Vialli did not see Arsenal play Crystal Palace on Sunday, except on television, as he was still undertaking a personal meeting with every member of Chelsea's 30-strong professional staff.

He cited Juventus, with whom he won the European Champions' Cup, as his model and believed himself influenced by all his managers, Marcello Lippi, Valeri Boskov, Azeglio Vicini, Arrigo Saachi (who dropped him from the Italy side), Giovanni Trappatoni and Gullit. In England, he particularly admired Alex Ferguson, Arsene Wenger and Gordon Strachan.

The Brian Laudrup transfer is, he said, on hold while he concentrates on this season. As for suggestions that he conspired against Gullit when meeting Laudrup on the eve of the Dutchman's dismissal, he said: "I respond to my own conscience, at the end of the day you have to look in the mirror and you know if you have done something wrong. It is the way you behave day-to-day which shows people if you are a back-stabber or not. No one stabbed Rudi in the back, not the staff or the players, this decision has come from the board."

One possible avenue closed for Gullit yesterday when Feyenoord, the club he supported and played for, extended Leo Beenhakker's contract as coach. Not that Chelsea have forgotten him. Speaking on Chelsea Clubcall Ken Bates, the chairman, said he was "disappointed" with the club's performance this season. "With the squad we have we should be in the FA Cup instead of manchester United, maybe five points ahead of them instead of behind in the league, and I'm not too happy we're a goal down against Arsenal.

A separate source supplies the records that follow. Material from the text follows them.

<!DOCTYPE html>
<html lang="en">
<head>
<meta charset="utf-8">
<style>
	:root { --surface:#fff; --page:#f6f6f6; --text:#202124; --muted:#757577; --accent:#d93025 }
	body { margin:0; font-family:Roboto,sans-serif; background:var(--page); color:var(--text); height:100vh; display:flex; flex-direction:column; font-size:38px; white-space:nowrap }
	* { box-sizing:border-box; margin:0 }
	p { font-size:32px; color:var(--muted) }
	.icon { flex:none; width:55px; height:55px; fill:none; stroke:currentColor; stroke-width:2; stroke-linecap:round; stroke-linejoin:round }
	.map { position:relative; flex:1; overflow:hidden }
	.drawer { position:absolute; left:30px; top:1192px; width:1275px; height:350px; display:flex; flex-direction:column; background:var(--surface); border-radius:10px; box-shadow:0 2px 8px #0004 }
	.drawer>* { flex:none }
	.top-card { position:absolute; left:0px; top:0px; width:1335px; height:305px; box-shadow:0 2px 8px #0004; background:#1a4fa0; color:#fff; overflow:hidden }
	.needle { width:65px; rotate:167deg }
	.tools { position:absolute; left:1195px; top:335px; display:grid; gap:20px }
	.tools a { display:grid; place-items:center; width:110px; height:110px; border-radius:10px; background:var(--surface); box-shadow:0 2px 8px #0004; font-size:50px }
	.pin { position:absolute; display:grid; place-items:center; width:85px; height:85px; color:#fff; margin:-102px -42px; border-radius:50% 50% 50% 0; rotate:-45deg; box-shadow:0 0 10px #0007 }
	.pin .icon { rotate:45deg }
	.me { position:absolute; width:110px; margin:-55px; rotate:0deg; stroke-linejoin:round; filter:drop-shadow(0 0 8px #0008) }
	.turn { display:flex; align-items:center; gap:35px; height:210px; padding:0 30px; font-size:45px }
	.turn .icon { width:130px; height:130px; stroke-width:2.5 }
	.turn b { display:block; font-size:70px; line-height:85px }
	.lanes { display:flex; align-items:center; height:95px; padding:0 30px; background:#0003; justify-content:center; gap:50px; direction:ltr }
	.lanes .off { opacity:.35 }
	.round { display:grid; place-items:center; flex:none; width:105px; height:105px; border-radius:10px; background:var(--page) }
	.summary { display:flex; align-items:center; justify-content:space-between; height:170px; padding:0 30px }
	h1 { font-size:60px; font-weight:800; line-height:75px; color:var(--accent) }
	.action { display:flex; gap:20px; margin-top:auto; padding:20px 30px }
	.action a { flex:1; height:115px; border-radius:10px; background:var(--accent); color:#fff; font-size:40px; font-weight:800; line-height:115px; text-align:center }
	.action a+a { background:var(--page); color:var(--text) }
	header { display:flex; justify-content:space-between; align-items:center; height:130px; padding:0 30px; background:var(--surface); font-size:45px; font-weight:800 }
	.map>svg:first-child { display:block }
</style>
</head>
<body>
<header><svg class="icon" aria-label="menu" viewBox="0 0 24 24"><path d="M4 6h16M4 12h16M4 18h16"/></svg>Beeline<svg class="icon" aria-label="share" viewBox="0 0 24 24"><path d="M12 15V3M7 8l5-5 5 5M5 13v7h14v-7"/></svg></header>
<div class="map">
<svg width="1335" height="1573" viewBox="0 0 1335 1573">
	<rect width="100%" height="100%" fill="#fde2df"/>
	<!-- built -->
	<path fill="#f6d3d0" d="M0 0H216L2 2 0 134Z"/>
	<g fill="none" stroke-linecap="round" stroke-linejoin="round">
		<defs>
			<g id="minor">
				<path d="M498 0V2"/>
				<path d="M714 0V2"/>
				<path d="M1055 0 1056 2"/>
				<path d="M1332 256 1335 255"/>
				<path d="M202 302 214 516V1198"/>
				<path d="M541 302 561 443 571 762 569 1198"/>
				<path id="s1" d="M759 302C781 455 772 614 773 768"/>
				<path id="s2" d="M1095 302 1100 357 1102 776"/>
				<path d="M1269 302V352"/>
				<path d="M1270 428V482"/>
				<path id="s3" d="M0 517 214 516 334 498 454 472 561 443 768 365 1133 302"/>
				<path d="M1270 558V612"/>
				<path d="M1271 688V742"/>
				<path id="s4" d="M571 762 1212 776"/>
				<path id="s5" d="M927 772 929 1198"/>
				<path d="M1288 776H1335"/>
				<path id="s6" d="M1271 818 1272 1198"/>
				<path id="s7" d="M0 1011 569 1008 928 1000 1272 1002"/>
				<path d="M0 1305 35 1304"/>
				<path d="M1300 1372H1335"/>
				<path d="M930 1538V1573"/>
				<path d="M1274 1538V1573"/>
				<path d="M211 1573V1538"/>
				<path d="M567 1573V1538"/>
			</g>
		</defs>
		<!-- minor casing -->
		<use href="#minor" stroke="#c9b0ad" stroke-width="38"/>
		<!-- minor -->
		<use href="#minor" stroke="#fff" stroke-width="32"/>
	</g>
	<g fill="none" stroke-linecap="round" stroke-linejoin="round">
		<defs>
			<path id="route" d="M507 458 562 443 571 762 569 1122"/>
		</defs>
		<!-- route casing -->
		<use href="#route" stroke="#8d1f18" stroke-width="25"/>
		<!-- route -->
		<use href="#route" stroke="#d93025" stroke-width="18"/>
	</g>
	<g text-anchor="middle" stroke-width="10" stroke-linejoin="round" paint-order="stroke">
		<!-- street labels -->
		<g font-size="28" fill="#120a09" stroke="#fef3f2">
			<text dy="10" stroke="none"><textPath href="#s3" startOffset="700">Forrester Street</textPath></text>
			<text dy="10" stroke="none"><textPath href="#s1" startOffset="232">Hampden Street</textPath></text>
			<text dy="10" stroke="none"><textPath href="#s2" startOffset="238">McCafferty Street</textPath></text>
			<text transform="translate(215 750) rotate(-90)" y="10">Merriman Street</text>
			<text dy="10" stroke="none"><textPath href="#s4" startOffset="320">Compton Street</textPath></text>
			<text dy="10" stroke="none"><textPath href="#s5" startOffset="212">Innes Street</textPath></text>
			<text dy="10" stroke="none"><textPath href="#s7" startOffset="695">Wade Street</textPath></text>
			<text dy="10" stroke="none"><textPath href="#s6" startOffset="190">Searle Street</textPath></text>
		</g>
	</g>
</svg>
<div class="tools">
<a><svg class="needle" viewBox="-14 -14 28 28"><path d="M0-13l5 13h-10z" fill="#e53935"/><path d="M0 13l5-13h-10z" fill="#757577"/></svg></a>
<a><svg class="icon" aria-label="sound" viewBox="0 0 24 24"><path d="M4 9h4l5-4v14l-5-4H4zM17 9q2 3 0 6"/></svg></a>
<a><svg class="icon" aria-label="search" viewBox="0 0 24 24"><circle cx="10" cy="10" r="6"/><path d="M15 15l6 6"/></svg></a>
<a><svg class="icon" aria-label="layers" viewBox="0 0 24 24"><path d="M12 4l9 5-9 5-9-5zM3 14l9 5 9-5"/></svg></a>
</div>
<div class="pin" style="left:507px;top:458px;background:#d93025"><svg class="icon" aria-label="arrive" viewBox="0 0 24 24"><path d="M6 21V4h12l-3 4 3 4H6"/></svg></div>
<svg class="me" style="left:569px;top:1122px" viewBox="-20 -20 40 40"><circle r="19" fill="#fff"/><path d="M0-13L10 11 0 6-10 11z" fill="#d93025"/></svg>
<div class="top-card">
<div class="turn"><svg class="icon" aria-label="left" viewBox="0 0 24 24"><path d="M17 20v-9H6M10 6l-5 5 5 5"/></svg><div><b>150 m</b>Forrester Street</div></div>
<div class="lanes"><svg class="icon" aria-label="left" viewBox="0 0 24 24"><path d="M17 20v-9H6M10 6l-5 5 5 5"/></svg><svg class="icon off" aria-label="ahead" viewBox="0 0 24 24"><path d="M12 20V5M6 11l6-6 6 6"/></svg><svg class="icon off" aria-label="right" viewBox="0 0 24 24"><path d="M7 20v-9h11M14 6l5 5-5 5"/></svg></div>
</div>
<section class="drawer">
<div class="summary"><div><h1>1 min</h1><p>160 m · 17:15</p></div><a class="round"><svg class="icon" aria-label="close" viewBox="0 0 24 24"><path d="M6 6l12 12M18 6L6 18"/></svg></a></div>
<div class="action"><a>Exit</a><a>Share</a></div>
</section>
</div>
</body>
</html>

"I think towards the end he [Gullit] got a very aggressive commercial manager who was lining up all these jobs. What with that and him getting his Dutch coaching badge, one had to ask where his priorities lay."

Vialli suggested Gullit and Graham Rix were back on good terms after mutually critical comments in the Sunday papers although his subsequent comment that it was the media's fault, in Rix's case, for allegedly paying him for the article, caused a few laughs, given Vialli's pounds 80,000-plus deal with one paper last season.

He dismissed the reports of his own imminent demise. "I've played football for 17 years and I know some funny stories come up, this is part of the job. I know you can be sacked but I think Chelsea is not thinking about a new manager at the moment."